Original Cast Can't Fork Up 'Rent'

ByABC News via logo
November 22, 2005, 2:24 PM

Nov. 23, 2005 — -- Now in theaters: "Rent," "Yours, Mine and Ours" and "The Ice Harvest."

Rent
"Rent," the huge Broadway hit, finally makes it to the movies. It opened off-Broadway almost 10 years ago, and it's set 15 years ago. It's been so long-awaited, the New York it so vividly created on stage doesn't exist anymore.

As for the movie, it's a case of been there, done that, with ripped holes in the T-shirt. It's no accident the movie's best number copies the stage play -- just actors on a bare stage.

The play works on stage because we're captivated by the cast's energy and passion. When the film opens to show us the real New York, we're reminded that New York doesn't look like this anymore. Now, crime is down. There's no more graffiti. And this Alphabet City loft the kids couldn't raise the rent for then would now sell for $2 million to $3 million.

Another problem for these kids -- the movie stars most of the original Broadway cast and they are now pushing 40. That's kind of old not to have jobs. "Rent" is better on stage. And with $20 tickets on Broadway, it's almost cheaper, too. Grade: C+

Yours, Mine and Ours
The original "Yours, Mine and Ours" featured Lucille Ball and Henry Fonda as widowers who marry and have 18 kids around the breakfast table. It was an OK film from 1968. Who could expect the Dennis Quaid-Renee Russo remake to be any better?

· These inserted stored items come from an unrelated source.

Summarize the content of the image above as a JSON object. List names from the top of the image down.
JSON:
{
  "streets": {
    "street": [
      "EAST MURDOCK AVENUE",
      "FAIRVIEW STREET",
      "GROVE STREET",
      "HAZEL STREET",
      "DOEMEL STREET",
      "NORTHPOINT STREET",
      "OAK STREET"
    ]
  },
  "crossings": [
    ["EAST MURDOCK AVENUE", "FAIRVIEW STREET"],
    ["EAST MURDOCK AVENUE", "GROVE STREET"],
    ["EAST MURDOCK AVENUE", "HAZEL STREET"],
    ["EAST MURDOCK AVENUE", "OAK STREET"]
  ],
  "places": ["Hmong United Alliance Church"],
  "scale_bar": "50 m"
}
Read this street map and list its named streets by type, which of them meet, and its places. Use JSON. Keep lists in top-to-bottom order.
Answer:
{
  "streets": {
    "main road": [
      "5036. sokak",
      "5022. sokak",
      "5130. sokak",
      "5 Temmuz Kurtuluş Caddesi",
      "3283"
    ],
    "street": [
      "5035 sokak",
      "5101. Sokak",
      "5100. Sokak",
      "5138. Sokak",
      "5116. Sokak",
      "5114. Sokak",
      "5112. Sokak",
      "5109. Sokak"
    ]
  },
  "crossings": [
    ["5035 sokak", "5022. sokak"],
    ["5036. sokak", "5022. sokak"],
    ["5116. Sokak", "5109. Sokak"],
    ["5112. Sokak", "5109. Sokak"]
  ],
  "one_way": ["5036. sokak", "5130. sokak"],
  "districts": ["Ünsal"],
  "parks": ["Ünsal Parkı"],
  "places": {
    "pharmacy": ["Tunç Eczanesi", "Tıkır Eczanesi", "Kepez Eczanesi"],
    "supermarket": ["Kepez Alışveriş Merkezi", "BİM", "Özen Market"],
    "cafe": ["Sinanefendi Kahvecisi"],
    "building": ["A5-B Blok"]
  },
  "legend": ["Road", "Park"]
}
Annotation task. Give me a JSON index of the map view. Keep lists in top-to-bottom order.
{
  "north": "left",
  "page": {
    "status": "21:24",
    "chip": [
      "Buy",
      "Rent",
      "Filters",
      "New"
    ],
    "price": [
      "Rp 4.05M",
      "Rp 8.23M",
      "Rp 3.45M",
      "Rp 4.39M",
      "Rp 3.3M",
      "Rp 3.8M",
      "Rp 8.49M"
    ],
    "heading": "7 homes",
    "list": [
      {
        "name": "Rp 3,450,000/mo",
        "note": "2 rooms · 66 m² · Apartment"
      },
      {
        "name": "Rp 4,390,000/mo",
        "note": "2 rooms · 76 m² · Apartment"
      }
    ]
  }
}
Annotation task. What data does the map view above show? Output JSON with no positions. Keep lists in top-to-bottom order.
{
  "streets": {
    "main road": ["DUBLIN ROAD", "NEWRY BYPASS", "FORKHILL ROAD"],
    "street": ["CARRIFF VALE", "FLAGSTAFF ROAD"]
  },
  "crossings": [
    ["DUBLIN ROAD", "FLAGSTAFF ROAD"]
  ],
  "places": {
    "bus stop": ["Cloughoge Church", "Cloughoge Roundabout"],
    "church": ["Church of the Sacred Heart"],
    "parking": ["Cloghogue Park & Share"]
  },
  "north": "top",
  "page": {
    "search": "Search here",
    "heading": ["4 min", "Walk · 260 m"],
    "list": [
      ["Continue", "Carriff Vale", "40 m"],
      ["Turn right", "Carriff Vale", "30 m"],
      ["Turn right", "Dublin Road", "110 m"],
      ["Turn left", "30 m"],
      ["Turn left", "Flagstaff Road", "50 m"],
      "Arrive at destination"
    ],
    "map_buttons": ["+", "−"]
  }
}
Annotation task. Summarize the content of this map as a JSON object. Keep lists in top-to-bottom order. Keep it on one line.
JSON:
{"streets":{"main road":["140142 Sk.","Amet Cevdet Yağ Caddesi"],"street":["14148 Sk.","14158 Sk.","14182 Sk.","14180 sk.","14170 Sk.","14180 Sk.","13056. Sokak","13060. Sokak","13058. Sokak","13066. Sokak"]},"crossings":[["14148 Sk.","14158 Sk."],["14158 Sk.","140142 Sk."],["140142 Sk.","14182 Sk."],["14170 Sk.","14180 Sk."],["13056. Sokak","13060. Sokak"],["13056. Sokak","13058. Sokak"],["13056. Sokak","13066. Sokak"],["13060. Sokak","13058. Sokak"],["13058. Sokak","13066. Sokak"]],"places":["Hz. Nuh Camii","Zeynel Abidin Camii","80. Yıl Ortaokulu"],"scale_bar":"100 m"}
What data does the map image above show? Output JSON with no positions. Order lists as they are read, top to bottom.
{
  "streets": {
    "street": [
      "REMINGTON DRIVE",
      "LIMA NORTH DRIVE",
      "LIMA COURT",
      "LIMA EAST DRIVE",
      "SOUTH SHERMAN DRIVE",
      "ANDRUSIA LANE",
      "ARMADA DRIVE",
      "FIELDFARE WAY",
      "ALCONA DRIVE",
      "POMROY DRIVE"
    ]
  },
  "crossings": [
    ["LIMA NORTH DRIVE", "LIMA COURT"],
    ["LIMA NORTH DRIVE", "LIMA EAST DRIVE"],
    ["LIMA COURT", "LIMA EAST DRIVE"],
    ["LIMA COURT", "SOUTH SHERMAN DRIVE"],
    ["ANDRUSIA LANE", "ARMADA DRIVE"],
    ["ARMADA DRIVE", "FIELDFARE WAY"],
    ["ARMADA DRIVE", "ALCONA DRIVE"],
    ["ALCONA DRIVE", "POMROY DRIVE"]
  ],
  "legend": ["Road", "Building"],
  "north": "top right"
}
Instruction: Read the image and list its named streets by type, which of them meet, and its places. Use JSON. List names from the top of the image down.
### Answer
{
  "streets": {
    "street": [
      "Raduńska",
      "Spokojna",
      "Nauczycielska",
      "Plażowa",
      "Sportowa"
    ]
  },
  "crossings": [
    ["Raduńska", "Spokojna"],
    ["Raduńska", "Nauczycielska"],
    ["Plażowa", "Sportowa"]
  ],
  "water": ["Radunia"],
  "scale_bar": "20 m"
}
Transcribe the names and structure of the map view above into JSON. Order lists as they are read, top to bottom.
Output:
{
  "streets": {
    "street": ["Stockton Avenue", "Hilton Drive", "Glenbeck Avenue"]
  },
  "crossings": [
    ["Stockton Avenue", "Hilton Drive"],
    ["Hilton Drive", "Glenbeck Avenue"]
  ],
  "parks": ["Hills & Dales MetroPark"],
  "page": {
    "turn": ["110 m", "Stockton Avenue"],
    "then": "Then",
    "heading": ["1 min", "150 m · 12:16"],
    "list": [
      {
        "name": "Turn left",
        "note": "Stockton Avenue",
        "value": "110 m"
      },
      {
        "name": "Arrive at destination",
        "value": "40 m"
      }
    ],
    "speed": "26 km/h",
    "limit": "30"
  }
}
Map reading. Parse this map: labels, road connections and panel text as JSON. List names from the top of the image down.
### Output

The new "Yours, Mine and Ours" is sitcom silly. It's inoffensive, but it's also another example of Hollywood making the same movie over and over again. Last year, we had two movies about a president's feisty teenage daughter. This summer we had three movies about idiot Little League coaches. And this winter, "Cheaper by the Dozen 2" opens in December.

I always thought Dennis Quaid was the least funny actor in Hollywood. But he's such a good actor, by the film's end, I was ready to say he's only the second- or third-least funny actor in Hollywood. Grade: C.

The Ice Harvest
John Cusack is Charlie Arglist, the best mob lawyer in Wichita. Can you imagine? Who's second best? Mother Teresa?

Cusack and Billy Bob Thornton hatched a plan to steal $2 million on Christmas Eve. Directed by Harold Ramis, who did "Groundhog Day." It's "The Gang That Can't Shoot Straight" -- they can't do anything straight, but they do everything funny. Grade: B.